» **AIM OF THE EXERCISE**: Repeat the records exactly, with one exception: no images.

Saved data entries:
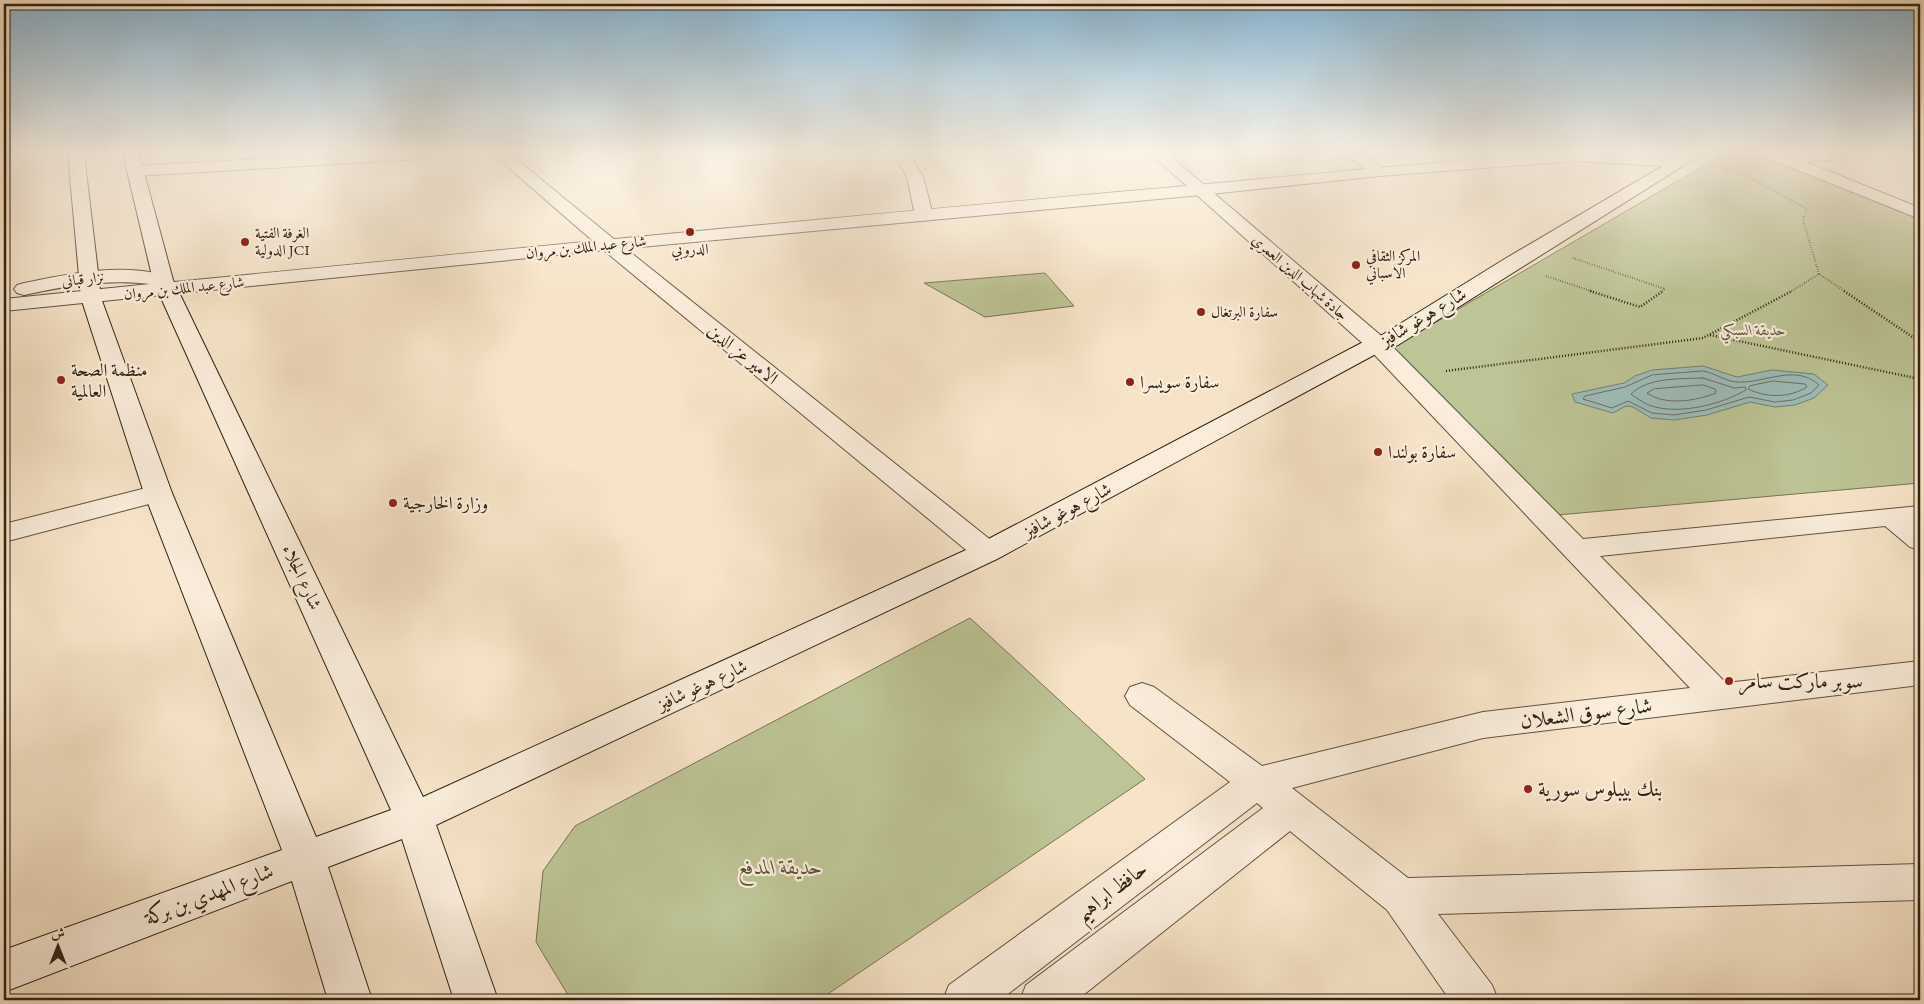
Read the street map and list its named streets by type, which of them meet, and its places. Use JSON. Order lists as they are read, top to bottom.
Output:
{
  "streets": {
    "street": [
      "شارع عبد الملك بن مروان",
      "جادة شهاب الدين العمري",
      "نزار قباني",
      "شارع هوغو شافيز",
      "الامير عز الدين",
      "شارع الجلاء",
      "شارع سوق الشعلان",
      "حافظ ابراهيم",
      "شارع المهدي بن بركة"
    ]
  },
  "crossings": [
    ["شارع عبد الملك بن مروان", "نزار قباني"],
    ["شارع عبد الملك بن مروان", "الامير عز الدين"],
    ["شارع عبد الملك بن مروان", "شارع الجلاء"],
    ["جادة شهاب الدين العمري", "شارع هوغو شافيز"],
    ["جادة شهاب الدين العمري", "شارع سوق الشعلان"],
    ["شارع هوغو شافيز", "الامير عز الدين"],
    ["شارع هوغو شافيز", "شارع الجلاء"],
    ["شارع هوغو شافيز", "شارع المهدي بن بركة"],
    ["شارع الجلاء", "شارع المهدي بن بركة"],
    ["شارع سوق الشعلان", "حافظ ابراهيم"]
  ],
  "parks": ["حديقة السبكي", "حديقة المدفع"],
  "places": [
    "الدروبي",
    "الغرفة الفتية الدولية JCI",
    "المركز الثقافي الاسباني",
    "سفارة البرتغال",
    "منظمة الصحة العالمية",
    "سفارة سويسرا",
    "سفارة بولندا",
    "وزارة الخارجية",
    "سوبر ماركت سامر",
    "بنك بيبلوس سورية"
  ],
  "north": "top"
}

» **WRITTEN SOLUTION**:
Read the street map and list its named streets by type, which of them meet, and its places. Use JSON. Order lists as they are read, top to bottom.
Output:
{
  "streets": {
    "street": [
      "شارع عبد الملك بن مروان",
      "جادة شهاب الدين العمري",
      "نزار قباني",
      "شارع هوغو شافيز",
      "الامير عز الدين",
      "شارع الجلاء",
      "شارع سوق الشعلان",
      "حافظ ابراهيم",
      "شارع المهدي بن بركة"
    ]
  },
  "crossings": [
    ["شارع عبد الملك بن مروان", "نزار قباني"],
    ["شارع عبد الملك بن مروان", "الامير عز الدين"],
    ["شارع عبد الملك بن مروان", "شارع الجلاء"],
    ["جادة شهاب الدين العمري", "شارع هوغو شافيز"],
    ["جادة شهاب الدين العمري", "شارع سوق الشعلان"],
    ["شارع هوغو شافيز", "الامير عز الدين"],
    ["شارع هوغو شافيز", "شارع الجلاء"],
    ["شارع هوغو شافيز", "شارع المهدي بن بركة"],
    ["شارع الجلاء", "شارع المهدي بن بركة"],
    ["شارع سوق الشعلان", "حافظ ابراهيم"]
  ],
  "parks": ["حديقة السبكي", "حديقة المدفع"],
  "places": [
    "الدروبي",
    "الغرفة الفتية الدولية JCI",
    "المركز الثقافي الاسباني",
    "سفارة البرتغال",
    "منظمة الصحة العالمية",
    "سفارة سويسرا",
    "سفارة بولندا",
    "وزارة الخارجية",
    "سوبر ماركت سامر",
    "بنك بيبلوس سورية"
  ],
  "north": "top"
}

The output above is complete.